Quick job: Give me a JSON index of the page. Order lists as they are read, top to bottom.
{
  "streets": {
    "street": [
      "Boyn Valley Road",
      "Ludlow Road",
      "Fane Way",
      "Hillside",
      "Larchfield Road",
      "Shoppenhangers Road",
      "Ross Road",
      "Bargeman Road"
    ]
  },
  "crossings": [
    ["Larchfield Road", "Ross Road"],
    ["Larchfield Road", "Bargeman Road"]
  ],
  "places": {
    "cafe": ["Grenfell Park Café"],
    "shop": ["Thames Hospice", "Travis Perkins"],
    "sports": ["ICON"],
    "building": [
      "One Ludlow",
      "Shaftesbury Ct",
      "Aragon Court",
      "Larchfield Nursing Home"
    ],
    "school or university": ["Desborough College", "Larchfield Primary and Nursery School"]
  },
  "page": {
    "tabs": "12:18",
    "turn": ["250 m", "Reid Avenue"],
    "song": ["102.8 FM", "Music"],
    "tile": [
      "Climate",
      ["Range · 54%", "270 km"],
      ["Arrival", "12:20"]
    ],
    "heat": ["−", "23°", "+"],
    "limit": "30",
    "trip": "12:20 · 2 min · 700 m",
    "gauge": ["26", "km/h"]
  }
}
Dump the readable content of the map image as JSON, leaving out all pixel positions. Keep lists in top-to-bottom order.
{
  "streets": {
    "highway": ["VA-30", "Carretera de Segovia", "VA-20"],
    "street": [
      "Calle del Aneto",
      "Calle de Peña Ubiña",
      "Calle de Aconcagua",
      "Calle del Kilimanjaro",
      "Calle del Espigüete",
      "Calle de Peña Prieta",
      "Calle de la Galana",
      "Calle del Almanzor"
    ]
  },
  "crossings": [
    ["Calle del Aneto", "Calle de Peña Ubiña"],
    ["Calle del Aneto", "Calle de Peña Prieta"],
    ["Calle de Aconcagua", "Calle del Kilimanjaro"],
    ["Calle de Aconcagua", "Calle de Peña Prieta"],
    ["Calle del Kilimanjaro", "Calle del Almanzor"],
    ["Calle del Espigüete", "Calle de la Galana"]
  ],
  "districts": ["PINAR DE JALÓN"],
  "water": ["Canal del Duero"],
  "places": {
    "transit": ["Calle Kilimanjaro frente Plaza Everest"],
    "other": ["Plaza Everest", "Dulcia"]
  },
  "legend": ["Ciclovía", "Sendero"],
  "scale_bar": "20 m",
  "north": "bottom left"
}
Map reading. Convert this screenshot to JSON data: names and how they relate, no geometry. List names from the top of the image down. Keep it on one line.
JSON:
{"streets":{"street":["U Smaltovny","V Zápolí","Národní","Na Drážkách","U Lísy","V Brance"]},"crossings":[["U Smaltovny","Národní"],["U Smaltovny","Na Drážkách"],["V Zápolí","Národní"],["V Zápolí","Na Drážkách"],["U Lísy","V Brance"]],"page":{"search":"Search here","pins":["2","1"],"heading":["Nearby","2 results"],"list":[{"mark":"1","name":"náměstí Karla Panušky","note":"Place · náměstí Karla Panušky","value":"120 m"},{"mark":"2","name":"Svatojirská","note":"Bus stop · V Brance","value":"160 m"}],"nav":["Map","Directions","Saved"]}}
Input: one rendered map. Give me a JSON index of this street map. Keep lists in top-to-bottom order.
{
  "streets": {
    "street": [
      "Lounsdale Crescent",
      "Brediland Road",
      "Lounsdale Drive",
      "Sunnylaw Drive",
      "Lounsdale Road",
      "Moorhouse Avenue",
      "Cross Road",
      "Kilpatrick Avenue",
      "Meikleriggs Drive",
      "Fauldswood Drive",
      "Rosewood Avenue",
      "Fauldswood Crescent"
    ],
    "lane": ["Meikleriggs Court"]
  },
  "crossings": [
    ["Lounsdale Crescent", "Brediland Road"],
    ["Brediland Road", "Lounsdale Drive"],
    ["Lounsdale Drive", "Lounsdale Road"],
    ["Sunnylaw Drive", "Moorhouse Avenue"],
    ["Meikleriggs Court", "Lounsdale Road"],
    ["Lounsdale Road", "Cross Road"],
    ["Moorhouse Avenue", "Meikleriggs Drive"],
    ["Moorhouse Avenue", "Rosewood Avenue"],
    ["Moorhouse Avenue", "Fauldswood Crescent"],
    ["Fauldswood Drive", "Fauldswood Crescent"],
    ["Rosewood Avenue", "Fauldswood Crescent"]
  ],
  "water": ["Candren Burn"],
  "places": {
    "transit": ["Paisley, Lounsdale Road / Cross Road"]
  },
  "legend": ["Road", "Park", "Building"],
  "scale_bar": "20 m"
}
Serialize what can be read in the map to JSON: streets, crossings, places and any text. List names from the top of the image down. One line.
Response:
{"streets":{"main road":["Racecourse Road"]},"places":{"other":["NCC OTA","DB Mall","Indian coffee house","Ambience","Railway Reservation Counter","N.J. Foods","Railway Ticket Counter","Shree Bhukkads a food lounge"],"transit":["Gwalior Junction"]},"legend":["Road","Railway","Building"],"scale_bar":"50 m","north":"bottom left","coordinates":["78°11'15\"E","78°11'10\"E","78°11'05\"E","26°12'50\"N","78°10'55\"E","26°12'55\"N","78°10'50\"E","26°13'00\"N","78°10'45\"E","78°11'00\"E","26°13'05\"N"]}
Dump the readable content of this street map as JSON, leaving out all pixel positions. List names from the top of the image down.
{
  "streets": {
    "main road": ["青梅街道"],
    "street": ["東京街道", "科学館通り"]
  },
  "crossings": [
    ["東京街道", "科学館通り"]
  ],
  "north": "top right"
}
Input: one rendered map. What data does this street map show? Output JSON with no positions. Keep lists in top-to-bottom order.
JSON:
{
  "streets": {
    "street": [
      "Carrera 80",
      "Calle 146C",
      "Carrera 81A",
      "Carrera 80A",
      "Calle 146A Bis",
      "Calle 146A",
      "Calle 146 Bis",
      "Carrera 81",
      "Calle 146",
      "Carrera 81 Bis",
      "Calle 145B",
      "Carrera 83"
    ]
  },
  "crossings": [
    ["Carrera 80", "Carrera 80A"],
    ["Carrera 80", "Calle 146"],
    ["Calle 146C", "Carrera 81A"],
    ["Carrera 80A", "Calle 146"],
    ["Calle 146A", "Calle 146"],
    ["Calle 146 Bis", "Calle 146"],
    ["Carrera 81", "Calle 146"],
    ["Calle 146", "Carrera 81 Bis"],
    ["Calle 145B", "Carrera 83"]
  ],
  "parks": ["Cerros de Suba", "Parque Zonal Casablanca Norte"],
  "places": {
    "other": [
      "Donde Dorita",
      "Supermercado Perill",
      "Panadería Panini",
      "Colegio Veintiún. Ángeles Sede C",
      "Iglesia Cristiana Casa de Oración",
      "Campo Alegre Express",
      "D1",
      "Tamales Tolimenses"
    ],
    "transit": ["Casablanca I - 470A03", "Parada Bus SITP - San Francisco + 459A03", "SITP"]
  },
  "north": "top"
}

DESCRIPTION OF THE TASK:
Above are some records; repeat all of them exactly.

WRITTEN SOLUTION:
Quick job: Give me a JSON index of the page. Order lists as they are read, top to bottom.
{
  "streets": {
    "street": [
      "Boyn Valley Road",
      "Ludlow Road",
      "Fane Way",
      "Hillside",
      "Larchfield Road",
      "Shoppenhangers Road",
      "Ross Road",
      "Bargeman Road"
    ]
  },
  "crossings": [
    ["Larchfield Road", "Ross Road"],
    ["Larchfield Road", "Bargeman Road"]
  ],
  "places": {
    "cafe": ["Grenfell Park Café"],
    "shop": ["Thames Hospice", "Travis Perkins"],
    "sports": ["ICON"],
    "building": [
      "One Ludlow",
      "Shaftesbury Ct",
      "Aragon Court",
      "Larchfield Nursing Home"
    ],
    "school or university": ["Desborough College", "Larchfield Primary and Nursery School"]
  },
  "page": {
    "tabs": "12:18",
    "turn": ["250 m", "Reid Avenue"],
    "song": ["102.8 FM", "Music"],
    "tile": [
      "Climate",
      ["Range · 54%", "270 km"],
      ["Arrival", "12:20"]
    ],
    "heat": ["−", "23°", "+"],
    "limit": "30",
    "trip": "12:20 · 2 min · 700 m",
    "gauge": ["26", "km/h"]
  }
}
Dump the readable content of the map image as JSON, leaving out all pixel positions. Keep lists in top-to-bottom order.
{
  "streets": {
    "highway": ["VA-30", "Carretera de Segovia", "VA-20"],
    "street": [
      "Calle del Aneto",
      "Calle de Peña Ubiña",
      "Calle de Aconcagua",
      "Calle del Kilimanjaro",
      "Calle del Espigüete",
      "Calle de Peña Prieta",
      "Calle de la Galana",
      "Calle del Almanzor"
    ]
  },
  "crossings": [
    ["Calle del Aneto", "Calle de Peña Ubiña"],
    ["Calle del Aneto", "Calle de Peña Prieta"],
    ["Calle de Aconcagua", "Calle del Kilimanjaro"],
    ["Calle de Aconcagua", "Calle de Peña Prieta"],
    ["Calle del Kilimanjaro", "Calle del Almanzor"],
    ["Calle del Espigüete", "Calle de la Galana"]
  ],
  "districts": ["PINAR DE JALÓN"],
  "water": ["Canal del Duero"],
  "places": {
    "transit": ["Calle Kilimanjaro frente Plaza Everest"],
    "other": ["Plaza Everest", "Dulcia"]
  },
  "legend": ["Ciclovía", "Sendero"],
  "scale_bar": "20 m",
  "north": "bottom left"
}
Map reading. Convert this screenshot to JSON data: names and how they relate, no geometry. List names from the top of the image down. Keep it on one line.
JSON:
{"streets":{"street":["U Smaltovny","V Zápolí","Národní","Na Drážkách","U Lísy","V Brance"]},"crossings":[["U Smaltovny","Národní"],["U Smaltovny","Na Drážkách"],["V Zápolí","Národní"],["V Zápolí","Na Drážkách"],["U Lísy","V Brance"]],"page":{"search":"Search here","pins":["2","1"],"heading":["Nearby","2 results"],"list":[{"mark":"1","name":"náměstí Karla Panušky","note":"Place · náměstí Karla Panušky","value":"120 m"},{"mark":"2","name":"Svatojirská","note":"Bus stop · V Brance","value":"160 m"}],"nav":["Map","Directions","Saved"]}}
Input: one rendered map. Give me a JSON index of this street map. Keep lists in top-to-bottom order.
{
  "streets": {
    "street": [
      "Lounsdale Crescent",
      "Brediland Road",
      "Lounsdale Drive",
      "Sunnylaw Drive",
      "Lounsdale Road",
      "Moorhouse Avenue",
      "Cross Road",
      "Kilpatrick Avenue",
      "Meikleriggs Drive",
      "Fauldswood Drive",
      "Rosewood Avenue",
      "Fauldswood Crescent"
    ],
    "lane": ["Meikleriggs Court"]
  },
  "crossings": [
    ["Lounsdale Crescent", "Brediland Road"],
    ["Brediland Road", "Lounsdale Drive"],
    ["Lounsdale Drive", "Lounsdale Road"],
    ["Sunnylaw Drive", "Moorhouse Avenue"],
    ["Meikleriggs Court", "Lounsdale Road"],
    ["Lounsdale Road", "Cross Road"],
    ["Moorhouse Avenue", "Meikleriggs Drive"],
    ["Moorhouse Avenue", "Rosewood Avenue"],
    ["Moorhouse Avenue", "Fauldswood Crescent"],
    ["Fauldswood Drive", "Fauldswood Crescent"],
    ["Rosewood Avenue", "Fauldswood Crescent"]
  ],
  "water": ["Candren Burn"],
  "places": {
    "transit": ["Paisley, Lounsdale Road / Cross Road"]
  },
  "legend": ["Road", "Park", "Building"],
  "scale_bar": "20 m"
}
Serialize what can be read in the map to JSON: streets, crossings, places and any text. List names from the top of the image down. One line.
Response:
{"streets":{"main road":["Racecourse Road"]},"places":{"other":["NCC OTA","DB Mall","Indian coffee house","Ambience","Railway Reservation Counter","N.J. Foods","Railway Ticket Counter","Shree Bhukkads a food lounge"],"transit":["Gwalior Junction"]},"legend":["Road","Railway","Building"],"scale_bar":"50 m","north":"bottom left","coordinates":["78°11'15\"E","78°11'10\"E","78°11'05\"E","26°12'50\"N","78°10'55\"E","26°12'55\"N","78°10'50\"E","26°13'00\"N","78°10'45\"E","78°11'00\"E","26°13'05\"N"]}
Dump the readable content of this street map as JSON, leaving out all pixel positions. List names from the top of the image down.
{
  "streets": {
    "main road": ["青梅街道"],
    "street": ["東京街道", "科学館通り"]
  },
  "crossings": [
    ["東京街道", "科学館通り"]
  ],
  "north": "top right"
}
Input: one rendered map. What data does this street map show? Output JSON with no positions. Keep lists in top-to-bottom order.
JSON:
{
  "streets": {
    "street": [
      "Carrera 80",
      "Calle 146C",
      "Carrera 81A",
      "Carrera 80A",
      "Calle 146A Bis",
      "Calle 146A",
      "Calle 146 Bis",
      "Carrera 81",
      "Calle 146",
      "Carrera 81 Bis",
      "Calle 145B",
      "Carrera 83"
    ]
  },
  "crossings": [
    ["Carrera 80", "Carrera 80A"],
    ["Carrera 80", "Calle 146"],
    ["Calle 146C", "Carrera 81A"],
    ["Carrera 80A", "Calle 146"],
    ["Calle 146A", "Calle 146"],
    ["Calle 146 Bis", "Calle 146"],
    ["Carrera 81", "Calle 146"],
    ["Calle 146", "Carrera 81 Bis"],
    ["Calle 145B", "Carrera 83"]
  ],
  "parks": ["Cerros de Suba", "Parque Zonal Casablanca Norte"],
  "places": {
    "other": [
      "Donde Dorita",
      "Supermercado Perill",
      "Panadería Panini",
      "Colegio Veintiún. Ángeles Sede C",
      "Iglesia Cristiana Casa de Oración",
      "Campo Alegre Express",
      "D1",
      "Tamales Tolimenses"
    ],
    "transit": ["Casablanca I - 470A03", "Parada Bus SITP - San Francisco + 459A03", "SITP"]
  },
  "north": "top"
}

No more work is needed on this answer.